Federal funding for legal services began as part of President Lyndon B. Johnson’s war on poverty. With the legislative successes of the Civil Rights Movement in the 1960s, people living in poverty needed lawyers to access the courts and assert their newfound rights.
New legal services groups sprouted up across the country, and existing privately-funded programs expanded; both were very successful at serving thousands of low-income folks and winning cases. Before 1965, no legal aid case made it to the Supreme Court, but following federal investment in legal services, over 200 cases made it to the high court, and legal services won most of them.
From the outset of the program, that success drew ire of both corporate and political interests over the continued funding for legal aid. For example, in 1969 then-California Governor Ronald Reagan attempted to defund California Rural Legal Assistance (CRLA) because of its success in court against corporate dairy farmers and the state. Reagan’s attempt failed spectacularly when a commission of three state Supreme Court justices, all Republicans, vindicated CRLA against all 127 charges.
When most of the war on poverty was dismantled, the legal services program survived. The last bill President Nixon signed into law before resigning in 1974 established the Legal Services Corporation, which remains the largest source of funding for the nation’s legal aid programs.
But old animosities did not die. When Reagan was elected President, his administration tried to eliminate funding for LSC altogether. When this effort was thwarted by bi-partisan support for legal services, he appointed extremists to govern the national program. This had a very real effect of limiting legal aid groups in their ability to challenge an unjust status quo. Further, it kept legal service organizations battling to maintain funding – diverting time and energy from fighting poverty. Western Center’s successful case against the Legal Services Corporation for its arbitrary denial of funding in 1984 is one example of such a battle.

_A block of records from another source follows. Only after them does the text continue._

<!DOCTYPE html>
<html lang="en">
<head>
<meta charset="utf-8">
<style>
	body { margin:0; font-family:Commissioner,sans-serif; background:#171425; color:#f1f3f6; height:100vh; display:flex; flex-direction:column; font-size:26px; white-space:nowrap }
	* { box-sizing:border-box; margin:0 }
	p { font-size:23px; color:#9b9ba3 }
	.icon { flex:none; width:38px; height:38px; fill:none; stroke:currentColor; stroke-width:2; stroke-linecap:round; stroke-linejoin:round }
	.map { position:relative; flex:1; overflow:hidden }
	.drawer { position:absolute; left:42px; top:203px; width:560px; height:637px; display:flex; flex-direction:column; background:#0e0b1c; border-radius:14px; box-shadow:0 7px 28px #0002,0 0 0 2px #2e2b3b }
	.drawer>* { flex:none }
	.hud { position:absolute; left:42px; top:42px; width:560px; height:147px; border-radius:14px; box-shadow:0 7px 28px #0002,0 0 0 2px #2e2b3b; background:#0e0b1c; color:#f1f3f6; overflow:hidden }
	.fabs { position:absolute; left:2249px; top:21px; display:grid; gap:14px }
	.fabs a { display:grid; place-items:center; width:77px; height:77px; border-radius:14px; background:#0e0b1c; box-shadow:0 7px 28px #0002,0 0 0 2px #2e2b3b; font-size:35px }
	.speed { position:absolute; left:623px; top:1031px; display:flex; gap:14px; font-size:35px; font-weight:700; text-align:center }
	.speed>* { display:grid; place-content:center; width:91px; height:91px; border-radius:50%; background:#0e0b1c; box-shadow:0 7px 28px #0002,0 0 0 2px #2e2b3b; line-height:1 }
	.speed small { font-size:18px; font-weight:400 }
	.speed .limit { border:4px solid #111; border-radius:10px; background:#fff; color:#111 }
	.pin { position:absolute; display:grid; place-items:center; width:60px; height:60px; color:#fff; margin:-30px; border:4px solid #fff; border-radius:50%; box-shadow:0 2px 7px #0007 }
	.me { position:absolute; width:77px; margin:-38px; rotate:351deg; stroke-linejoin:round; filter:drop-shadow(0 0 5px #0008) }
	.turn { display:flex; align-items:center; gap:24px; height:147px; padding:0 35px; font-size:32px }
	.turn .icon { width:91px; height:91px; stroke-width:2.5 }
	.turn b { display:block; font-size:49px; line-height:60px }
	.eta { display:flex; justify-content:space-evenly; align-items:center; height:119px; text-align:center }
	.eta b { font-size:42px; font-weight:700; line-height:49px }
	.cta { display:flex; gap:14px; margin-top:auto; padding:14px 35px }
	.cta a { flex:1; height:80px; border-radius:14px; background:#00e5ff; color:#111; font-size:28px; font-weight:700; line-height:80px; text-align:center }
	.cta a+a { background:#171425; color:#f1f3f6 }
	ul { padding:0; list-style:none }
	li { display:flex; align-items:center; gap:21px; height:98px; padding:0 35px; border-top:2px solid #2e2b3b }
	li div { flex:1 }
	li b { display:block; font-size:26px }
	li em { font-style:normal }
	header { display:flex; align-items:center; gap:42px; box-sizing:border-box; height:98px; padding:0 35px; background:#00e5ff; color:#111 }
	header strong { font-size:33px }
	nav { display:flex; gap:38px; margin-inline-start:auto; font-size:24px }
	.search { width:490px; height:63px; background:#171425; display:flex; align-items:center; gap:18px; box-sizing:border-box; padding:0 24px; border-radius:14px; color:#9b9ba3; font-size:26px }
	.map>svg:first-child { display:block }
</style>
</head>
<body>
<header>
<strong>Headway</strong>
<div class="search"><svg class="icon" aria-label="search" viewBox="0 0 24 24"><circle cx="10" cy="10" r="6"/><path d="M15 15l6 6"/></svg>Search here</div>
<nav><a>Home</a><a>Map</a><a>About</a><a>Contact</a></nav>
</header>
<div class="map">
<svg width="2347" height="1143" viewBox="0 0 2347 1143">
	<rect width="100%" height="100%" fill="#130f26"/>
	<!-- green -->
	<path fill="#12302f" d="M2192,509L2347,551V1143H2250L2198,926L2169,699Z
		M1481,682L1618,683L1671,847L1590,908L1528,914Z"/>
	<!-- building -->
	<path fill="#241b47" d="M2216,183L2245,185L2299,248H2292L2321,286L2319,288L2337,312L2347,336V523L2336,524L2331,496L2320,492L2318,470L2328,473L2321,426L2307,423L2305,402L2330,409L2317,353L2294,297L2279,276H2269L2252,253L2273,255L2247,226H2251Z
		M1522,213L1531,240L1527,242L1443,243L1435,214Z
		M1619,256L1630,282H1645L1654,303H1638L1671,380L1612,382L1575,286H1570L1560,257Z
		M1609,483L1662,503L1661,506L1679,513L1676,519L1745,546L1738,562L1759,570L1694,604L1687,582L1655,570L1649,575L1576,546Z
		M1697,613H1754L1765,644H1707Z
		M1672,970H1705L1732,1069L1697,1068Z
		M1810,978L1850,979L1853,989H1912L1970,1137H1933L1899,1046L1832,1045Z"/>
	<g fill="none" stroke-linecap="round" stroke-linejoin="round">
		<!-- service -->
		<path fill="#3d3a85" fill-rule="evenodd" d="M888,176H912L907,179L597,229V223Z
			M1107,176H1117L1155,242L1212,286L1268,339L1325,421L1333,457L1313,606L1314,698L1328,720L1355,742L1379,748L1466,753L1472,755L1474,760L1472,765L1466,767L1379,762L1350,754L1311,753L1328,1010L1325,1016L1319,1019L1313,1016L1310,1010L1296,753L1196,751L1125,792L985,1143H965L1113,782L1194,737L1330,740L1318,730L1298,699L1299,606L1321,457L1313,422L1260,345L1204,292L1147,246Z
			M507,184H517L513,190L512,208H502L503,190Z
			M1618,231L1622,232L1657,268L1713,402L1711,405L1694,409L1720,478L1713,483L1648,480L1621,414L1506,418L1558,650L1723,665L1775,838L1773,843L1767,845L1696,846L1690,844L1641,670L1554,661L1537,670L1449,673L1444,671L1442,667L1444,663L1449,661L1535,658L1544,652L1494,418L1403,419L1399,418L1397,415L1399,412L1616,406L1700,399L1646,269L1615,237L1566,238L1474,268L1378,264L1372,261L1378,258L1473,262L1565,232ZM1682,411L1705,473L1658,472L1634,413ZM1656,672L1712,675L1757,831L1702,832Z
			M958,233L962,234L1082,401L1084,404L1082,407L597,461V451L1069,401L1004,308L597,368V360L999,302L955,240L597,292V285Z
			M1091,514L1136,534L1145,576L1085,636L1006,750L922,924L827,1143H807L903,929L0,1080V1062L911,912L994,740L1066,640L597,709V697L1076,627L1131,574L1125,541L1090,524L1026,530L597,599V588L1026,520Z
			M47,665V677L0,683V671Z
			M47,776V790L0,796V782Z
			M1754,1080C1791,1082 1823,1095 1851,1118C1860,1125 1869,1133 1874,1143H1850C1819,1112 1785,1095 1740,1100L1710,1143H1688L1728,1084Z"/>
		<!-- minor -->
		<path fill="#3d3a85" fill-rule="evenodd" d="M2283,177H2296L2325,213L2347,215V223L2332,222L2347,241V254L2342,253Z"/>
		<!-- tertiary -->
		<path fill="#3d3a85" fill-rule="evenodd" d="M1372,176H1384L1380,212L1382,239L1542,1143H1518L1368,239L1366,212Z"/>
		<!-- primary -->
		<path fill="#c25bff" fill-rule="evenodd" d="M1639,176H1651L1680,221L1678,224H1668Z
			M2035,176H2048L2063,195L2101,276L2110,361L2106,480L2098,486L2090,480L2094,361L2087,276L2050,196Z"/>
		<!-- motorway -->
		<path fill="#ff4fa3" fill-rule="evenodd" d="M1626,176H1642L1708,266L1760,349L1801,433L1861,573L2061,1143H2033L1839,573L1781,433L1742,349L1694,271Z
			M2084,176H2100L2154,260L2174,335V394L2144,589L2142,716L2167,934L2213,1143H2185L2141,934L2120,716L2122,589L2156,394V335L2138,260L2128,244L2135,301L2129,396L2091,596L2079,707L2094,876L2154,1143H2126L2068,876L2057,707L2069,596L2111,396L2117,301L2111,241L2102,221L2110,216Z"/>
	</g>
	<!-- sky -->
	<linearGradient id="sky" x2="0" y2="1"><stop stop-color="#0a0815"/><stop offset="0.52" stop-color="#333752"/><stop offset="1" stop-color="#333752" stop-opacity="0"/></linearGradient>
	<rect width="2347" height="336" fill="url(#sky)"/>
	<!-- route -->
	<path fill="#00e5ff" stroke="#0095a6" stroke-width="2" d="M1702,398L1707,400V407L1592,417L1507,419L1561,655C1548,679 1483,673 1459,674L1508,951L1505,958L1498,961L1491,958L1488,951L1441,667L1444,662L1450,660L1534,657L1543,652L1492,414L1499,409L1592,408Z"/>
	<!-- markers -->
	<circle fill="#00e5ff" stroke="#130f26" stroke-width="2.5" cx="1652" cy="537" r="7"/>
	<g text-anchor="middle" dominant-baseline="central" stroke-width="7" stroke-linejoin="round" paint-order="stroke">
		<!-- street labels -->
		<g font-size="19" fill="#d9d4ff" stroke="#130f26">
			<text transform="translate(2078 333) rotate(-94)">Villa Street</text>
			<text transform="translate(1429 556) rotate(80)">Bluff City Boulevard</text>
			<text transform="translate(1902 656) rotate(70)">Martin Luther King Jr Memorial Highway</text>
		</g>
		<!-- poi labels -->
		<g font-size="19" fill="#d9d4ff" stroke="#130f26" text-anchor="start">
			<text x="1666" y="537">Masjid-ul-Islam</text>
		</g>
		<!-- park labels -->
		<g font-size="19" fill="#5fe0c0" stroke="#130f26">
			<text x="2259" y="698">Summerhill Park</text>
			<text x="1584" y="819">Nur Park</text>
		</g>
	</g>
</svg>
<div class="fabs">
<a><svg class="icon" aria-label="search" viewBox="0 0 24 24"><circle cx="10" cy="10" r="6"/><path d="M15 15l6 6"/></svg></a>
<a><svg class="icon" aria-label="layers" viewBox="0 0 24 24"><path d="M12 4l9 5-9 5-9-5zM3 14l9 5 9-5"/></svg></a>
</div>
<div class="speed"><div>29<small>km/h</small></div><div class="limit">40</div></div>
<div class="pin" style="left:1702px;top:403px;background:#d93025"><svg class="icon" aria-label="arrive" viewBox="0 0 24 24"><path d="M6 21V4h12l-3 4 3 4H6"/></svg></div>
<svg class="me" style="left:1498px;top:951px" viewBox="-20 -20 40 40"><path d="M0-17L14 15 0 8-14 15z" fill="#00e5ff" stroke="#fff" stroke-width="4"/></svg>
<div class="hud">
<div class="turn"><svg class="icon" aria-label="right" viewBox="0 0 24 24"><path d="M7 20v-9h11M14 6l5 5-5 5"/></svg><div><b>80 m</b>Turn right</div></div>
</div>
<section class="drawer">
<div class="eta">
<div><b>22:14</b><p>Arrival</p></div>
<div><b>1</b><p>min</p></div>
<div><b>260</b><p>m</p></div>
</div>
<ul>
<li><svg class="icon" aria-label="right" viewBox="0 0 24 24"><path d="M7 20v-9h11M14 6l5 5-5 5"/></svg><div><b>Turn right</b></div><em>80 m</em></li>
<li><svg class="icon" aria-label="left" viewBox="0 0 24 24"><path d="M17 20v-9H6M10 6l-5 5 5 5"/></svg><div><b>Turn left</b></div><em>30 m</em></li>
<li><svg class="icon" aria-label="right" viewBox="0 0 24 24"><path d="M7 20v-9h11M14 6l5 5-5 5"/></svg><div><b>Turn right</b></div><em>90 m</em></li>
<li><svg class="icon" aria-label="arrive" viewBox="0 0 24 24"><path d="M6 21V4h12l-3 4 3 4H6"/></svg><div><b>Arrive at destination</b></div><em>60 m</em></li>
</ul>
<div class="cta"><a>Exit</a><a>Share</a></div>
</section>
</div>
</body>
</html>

Then, in 1995, the Newt Gingrich-led Congress eliminated federal funding for national and state support centers like Western Center, and imposed additional restrictions on LSC funding with the clear intent of preventing legal aid groups from seeking systemic change.
These are some of the restrictions that have been imposed on LSC organizations through the years: (1) no class actions, eliminating the major procedural mechanism to represent masses of people wronged by an entity; (2) severe restrictions on legislative and administrative advocacy; (3) no organizing; (4) no representation of undocumented immigrants; (5) no representation in cases involving voting redistricting; (6) no representation of people facing eviction from public housing based on a drug conviction; (7) no civil representation of prisoners; (8) no cases seeking statutory attorneys’ fees, a restriction that lasted from 1995-2009; (9) no school desegregation cases; (10) no abortion cases; and (11) no litigation or other advocacy “involving an effort to reform a Federal or State welfare system.”
Perhaps worst of all, most of these restrictions apply not just to the federal funds received by programs, but also to money received from other sources, such as private donations. In other words, legal services attorneys, who represent clients in need of the most aggressive and creative representation, are faced with restrictions not imposed on any other members of the legal profession.
It’s evident that these restrictions are designed to preserve power and eliminate the opportunity for people experiencing poverty to access real justice. Limited funding (and for a long time, limited ability for legal aid groups to seek attorney’s fees in cases they won) keeps legal aid attorneys chronically under-resourced, overworked, and underpaid. The prohibitions on class actions and restrictions on lobbying are intended to prevent legal aid firms from addressing systemic issues faced by the broadest numbers of people living in poverty, like institutional racism and residential segregation. All of these restrictions serve as dog whistles at best, targeted dehumanization to keep people in poverty at worst.
We are proud to partner with advocates in LSC-funded programs who, despite restrictions, work daily miracles for their clients. Imagine what these creative and talented advocates could do if they did not have one hand tied behind their backs.